10/24/2009

Season of Creation


Every year beginning in October, my church the Episcopal Church of Sts. Andrew and Matthew in Wilmington DE, celebrates the Season of Creation for seven Sundays. Each week the theme is different, the music is different and the readings are different.

This past Sunday the theme was The Planet Earth and second reading was from the 1854 Treaty Oration of Chief Seattle. The next paragraph is from the Home page of the website devoted to Chief Seattle , www.chiefseattle.com.
Although we call him “Chief” Seattle, there were no hereditary chiefs among the Puget Sound Indians. Strong leaders arose in each village from time to time who, distinguishing themselves by the actions or particular skills, were respected and followed. For instance, there were fishing leaders, peacetime leaders, and leaders in times of crisis. Chief Seattle was one of those. In addition to his leadership skills and his ability to understand what the white settler's intentions were, he was also a noted orator in his native language. At the presentation of the treaty proposals in 1854, Chief Seattle delivered a magnificent speech, which is widely remembered today. It is the speech of a man who has seen his world turned upside down in his own lifetime: as a boy, he had seen Vancouver’s ships, and when he died the treaty protests were still going on.
Here is an excerpt from his oration:

Every part of this earth is sacred to my people.

Every shiny pine needle, every sandy shore, every mist in the dark woods, every meadow, every humming insect

All are holy in the memory and experience of my people.

We know the sap which courses through the trees as we know the blood the courses through our veins. We are a part of the earth and it is part of us.

The perfumed flowers are our sisters. The bear, the deer, the great eagle, these are our brothers.

The rocky crests, the juices in the meadow, the body heat of the pony, and humanity, all belong to the same family.

The rivers are our brothers. They quench our thirst. They carry our canoes and feed our children.
So you must give to the rivers the kindness you would give to any brother.

The air is very precious to us, the air shares its spirit with all the life it supports. The wind that gave our grandfather his firs breath, also receives his last sigh.

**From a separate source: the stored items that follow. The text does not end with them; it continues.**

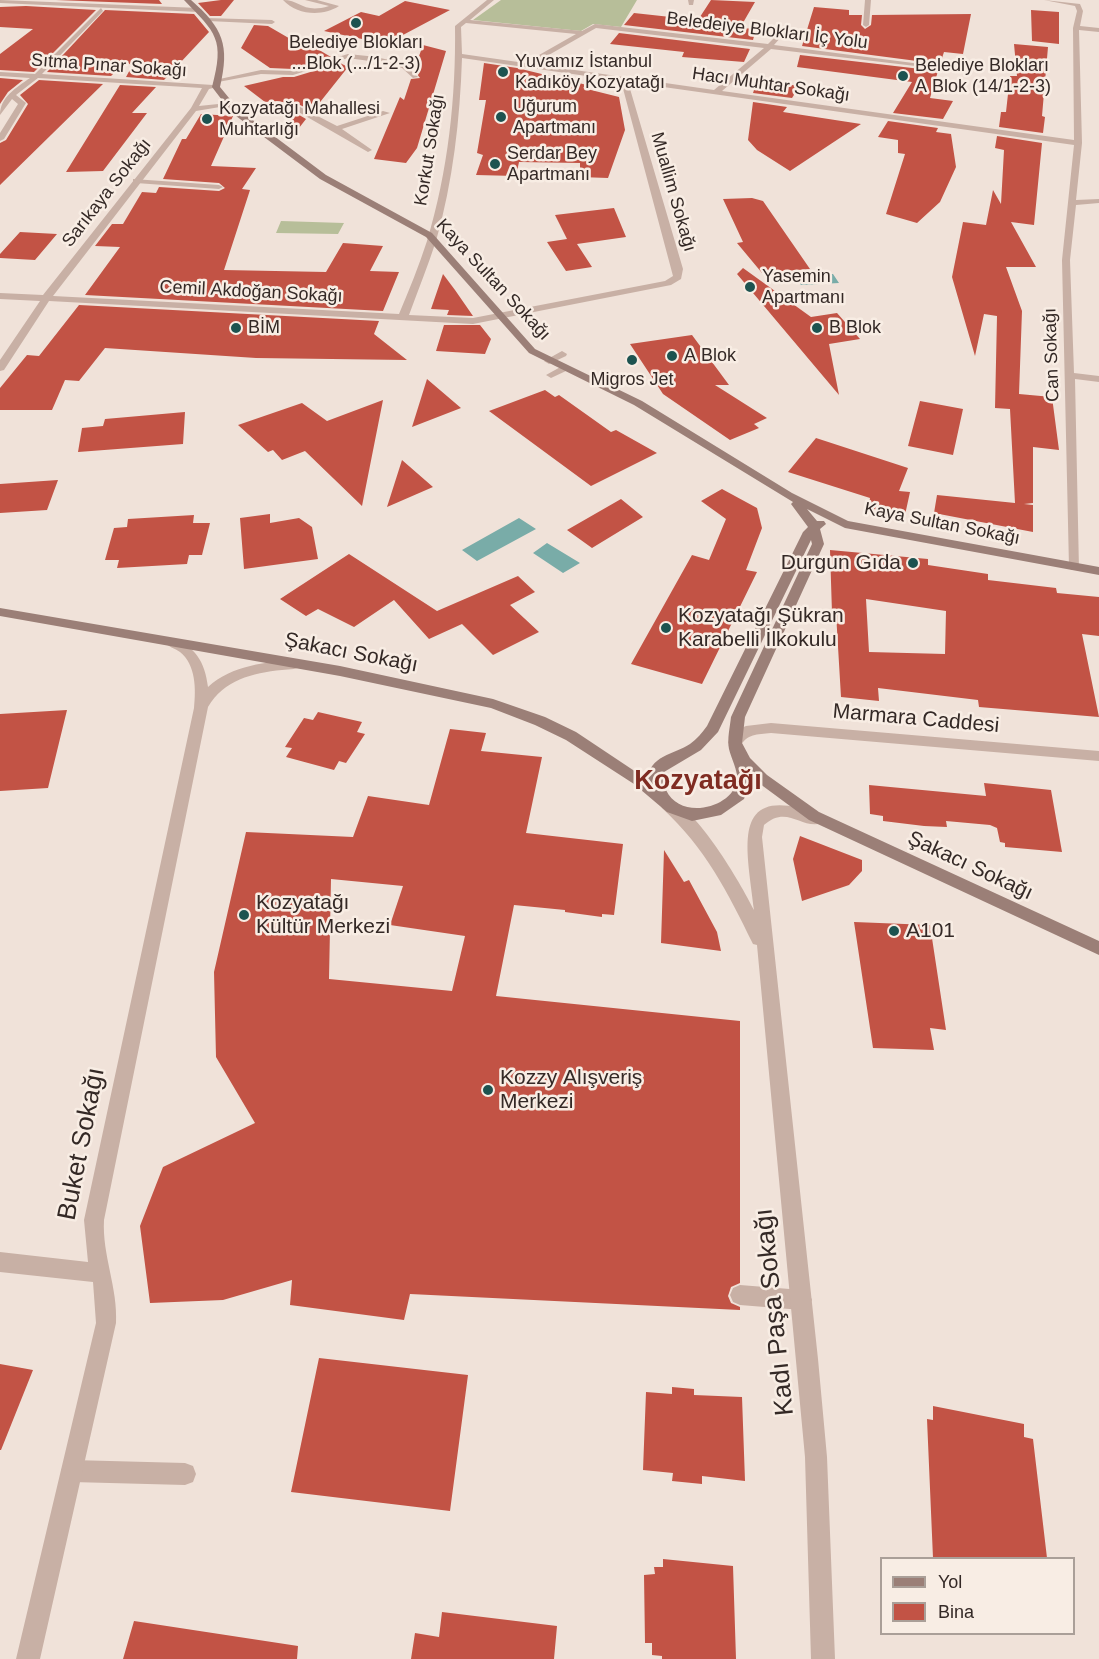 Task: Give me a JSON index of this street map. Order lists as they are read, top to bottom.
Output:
{
  "streets": {
    "street": [
      "Beledeiye Blokları İç Yolu",
      "Sıtma Pınar Sokağı",
      "Hacı Muhtar Sokağı",
      "Korkut Sokağı",
      "Muallim Sokağı",
      "Sarıkaya Sokağı",
      "Kaya Sultan Sokağı",
      "Cemil Akdoğan Sokağı",
      "Can Sokağı",
      "Şakacı Sokağı",
      "Marmara Caddesi",
      "Buket Sokağı",
      "Kadı Paşa Sokağı"
    ]
  },
  "crossings": [
    ["Beledeiye Blokları İç Yolu", "Hacı Muhtar Sokağı"],
    ["Sıtma Pınar Sokağı", "Sarıkaya Sokağı"],
    ["Sıtma Pınar Sokağı", "Kaya Sultan Sokağı"],
    ["Hacı Muhtar Sokağı", "Korkut Sokağı"],
    ["Hacı Muhtar Sokağı", "Muallim Sokağı"],
    ["Hacı Muhtar Sokağı", "Can Sokağı"],
    ["Korkut Sokağı", "Kaya Sultan Sokağı"],
    ["Korkut Sokağı", "Cemil Akdoğan Sokağı"],
    ["Muallim Sokağı", "Kaya Sultan Sokağı"],
    ["Muallim Sokağı", "Cemil Akdoğan Sokağı"],
    ["Sarıkaya Sokağı", "Cemil Akdoğan Sokağı"],
    ["Kaya Sultan Sokağı", "Cemil Akdoğan Sokağı"],
    ["Kaya Sultan Sokağı", "Can Sokağı"],
    ["Şakacı Sokağı", "Marmara Caddesi"],
    ["Şakacı Sokağı", "Buket Sokağı"],
    ["Şakacı Sokağı", "Kadı Paşa Sokağı"]
  ],
  "districts": ["Kozyatağı"],
  "places": [
    "Belediye Blokları ...Blok (.../1-2-3)",
    "Yuvamız İstanbul Kadıköy Kozyatağı",
    "Belediye Blokları A Blok (14/1-2-3)",
    "Uğurum Apartmanı",
    "Kozyatağı Mahallesi Muhtarlığı",
    "Serdar Bey Apartmanı",
    "Yasemin Apartmanı",
    "BİM",
    "B Blok",
    "A Blok",
    "Migros Jet",
    "Durgun Gıda",
    "Kozyatağı Şükran Karabelli İlkokulu",
    "Kozyatağı Kültür Merkezi",
    "A101",
    "Kozzy Alışveriş Merkezi"
  ],
  "legend": ["Yol", "Bina"]
}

The wind also gives our children the spirit of life.

Will you teach your children what we have taught our children?

That the earth is our mother?

The earth does not belong to man, man belongs to the earth
.

All things are connected like the blood that unites us all.

Man did not weave the web of life, he is merely a strand in it.

Whatever he does to the web, he does to himself.

We ended with this prayer.

O Loving Creator, you have nourished us from the grain and from the vine, the bread and cup of Christ: Now send us forth prompted by your Spirit to listen for the Earth's many cries for justice, and to stand with you in the world as instruments for the healing of our planet: we pray in Christ's most sacred name.

Amen.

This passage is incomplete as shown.